- [EXERCISE DESCRIPTION]
Go through the material line by line and copy each one with the word "Heerstraße".

- [THE DATA]
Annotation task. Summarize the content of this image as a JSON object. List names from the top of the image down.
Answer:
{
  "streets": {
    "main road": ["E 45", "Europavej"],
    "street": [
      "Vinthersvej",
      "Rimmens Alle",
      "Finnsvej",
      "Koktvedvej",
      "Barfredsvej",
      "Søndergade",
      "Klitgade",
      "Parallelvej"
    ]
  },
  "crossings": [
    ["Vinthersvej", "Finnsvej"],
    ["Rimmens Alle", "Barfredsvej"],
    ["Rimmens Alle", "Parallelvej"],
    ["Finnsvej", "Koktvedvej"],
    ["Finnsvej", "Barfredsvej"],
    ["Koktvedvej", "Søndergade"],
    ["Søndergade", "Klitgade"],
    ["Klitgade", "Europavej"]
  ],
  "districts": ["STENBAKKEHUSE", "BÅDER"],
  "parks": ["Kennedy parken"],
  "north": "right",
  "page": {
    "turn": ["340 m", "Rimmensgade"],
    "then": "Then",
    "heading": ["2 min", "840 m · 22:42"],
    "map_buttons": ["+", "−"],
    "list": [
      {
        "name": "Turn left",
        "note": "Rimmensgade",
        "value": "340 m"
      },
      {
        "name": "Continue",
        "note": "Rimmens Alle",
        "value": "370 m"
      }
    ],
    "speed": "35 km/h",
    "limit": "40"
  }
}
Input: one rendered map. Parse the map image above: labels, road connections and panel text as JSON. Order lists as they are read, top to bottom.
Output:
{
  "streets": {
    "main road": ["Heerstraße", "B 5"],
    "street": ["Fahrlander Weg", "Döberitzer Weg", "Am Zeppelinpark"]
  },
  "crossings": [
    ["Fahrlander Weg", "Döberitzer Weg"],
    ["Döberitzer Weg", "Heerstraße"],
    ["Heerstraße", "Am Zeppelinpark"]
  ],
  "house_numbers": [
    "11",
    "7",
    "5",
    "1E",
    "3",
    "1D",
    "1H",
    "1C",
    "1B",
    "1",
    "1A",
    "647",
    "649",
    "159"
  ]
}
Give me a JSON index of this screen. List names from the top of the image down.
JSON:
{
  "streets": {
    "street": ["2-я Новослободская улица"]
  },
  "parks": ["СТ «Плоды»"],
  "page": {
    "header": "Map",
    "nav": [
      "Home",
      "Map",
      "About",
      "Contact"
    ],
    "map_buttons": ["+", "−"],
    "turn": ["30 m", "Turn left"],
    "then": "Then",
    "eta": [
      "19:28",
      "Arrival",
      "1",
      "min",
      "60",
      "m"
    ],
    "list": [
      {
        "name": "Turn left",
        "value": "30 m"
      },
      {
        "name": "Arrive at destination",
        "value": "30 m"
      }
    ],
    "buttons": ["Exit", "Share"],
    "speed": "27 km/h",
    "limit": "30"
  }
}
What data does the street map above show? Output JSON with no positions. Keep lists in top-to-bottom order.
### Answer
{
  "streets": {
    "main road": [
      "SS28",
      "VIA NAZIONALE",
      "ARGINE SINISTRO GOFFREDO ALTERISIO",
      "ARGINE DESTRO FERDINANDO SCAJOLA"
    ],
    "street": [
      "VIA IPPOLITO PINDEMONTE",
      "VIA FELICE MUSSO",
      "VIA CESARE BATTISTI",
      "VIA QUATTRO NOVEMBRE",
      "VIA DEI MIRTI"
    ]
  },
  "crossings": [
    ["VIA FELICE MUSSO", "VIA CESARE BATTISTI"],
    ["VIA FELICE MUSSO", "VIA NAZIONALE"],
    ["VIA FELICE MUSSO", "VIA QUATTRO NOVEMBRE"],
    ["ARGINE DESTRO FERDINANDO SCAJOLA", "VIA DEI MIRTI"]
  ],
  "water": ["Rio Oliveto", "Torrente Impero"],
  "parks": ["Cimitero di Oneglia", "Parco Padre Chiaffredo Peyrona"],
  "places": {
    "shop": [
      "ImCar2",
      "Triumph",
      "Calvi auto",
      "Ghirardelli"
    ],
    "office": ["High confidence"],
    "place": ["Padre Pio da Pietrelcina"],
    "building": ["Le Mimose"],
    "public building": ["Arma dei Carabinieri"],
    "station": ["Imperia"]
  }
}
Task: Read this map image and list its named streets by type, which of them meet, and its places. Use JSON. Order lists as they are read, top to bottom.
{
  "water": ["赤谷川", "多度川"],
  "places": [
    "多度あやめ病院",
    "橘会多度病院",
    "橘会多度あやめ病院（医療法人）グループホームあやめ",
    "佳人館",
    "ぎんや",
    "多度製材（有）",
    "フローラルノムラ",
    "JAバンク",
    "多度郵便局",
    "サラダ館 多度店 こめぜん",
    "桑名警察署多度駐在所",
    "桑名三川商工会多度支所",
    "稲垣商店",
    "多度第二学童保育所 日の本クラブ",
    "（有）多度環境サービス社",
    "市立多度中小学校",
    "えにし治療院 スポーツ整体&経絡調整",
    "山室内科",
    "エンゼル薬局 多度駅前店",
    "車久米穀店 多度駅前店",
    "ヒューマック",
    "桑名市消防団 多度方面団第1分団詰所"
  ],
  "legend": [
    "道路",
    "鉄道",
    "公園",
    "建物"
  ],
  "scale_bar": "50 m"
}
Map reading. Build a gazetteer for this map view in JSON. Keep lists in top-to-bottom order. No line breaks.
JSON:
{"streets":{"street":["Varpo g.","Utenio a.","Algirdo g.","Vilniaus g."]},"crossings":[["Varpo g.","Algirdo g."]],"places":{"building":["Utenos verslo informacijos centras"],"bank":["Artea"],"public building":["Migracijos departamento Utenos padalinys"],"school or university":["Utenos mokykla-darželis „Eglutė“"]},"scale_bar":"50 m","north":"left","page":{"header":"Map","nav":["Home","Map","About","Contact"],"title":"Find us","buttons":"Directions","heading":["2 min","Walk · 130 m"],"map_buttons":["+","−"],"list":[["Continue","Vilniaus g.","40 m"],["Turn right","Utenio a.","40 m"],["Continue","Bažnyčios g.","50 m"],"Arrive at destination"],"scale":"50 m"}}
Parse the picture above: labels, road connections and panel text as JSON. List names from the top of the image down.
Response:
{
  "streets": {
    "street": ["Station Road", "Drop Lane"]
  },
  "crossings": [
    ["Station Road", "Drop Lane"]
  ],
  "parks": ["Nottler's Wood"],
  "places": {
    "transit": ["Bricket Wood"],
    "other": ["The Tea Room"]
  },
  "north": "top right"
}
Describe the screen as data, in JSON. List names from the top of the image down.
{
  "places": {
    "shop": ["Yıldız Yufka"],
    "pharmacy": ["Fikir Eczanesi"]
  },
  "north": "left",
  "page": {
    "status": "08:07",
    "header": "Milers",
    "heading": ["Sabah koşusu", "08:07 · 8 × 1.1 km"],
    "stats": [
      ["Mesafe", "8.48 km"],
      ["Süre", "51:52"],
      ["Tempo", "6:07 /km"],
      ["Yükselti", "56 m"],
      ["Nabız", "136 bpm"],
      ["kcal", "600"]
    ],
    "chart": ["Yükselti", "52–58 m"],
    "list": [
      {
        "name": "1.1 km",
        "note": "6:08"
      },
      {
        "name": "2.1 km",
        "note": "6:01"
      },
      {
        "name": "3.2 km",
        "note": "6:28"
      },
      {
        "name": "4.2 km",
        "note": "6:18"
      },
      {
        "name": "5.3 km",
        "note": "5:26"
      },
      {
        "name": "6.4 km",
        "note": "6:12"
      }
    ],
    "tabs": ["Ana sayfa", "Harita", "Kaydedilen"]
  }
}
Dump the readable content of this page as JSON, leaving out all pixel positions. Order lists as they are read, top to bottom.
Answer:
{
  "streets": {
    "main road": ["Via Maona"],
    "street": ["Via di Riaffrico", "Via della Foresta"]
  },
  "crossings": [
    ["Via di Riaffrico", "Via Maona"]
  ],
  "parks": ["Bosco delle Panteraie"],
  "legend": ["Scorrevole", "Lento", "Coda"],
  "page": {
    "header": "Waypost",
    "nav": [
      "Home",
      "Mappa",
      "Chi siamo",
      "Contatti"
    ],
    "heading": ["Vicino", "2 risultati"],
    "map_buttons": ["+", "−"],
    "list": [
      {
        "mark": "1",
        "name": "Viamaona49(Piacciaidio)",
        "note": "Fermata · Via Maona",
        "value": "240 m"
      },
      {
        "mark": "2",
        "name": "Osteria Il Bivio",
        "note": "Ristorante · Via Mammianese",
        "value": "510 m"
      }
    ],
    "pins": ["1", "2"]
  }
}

- [TASK ANSWER]
    "main road": ["Heerstraße", "B 5"],
    ["Döberitzer Weg", "Heerstraße"],
    ["Heerstraße", "Am Zeppelinpark"]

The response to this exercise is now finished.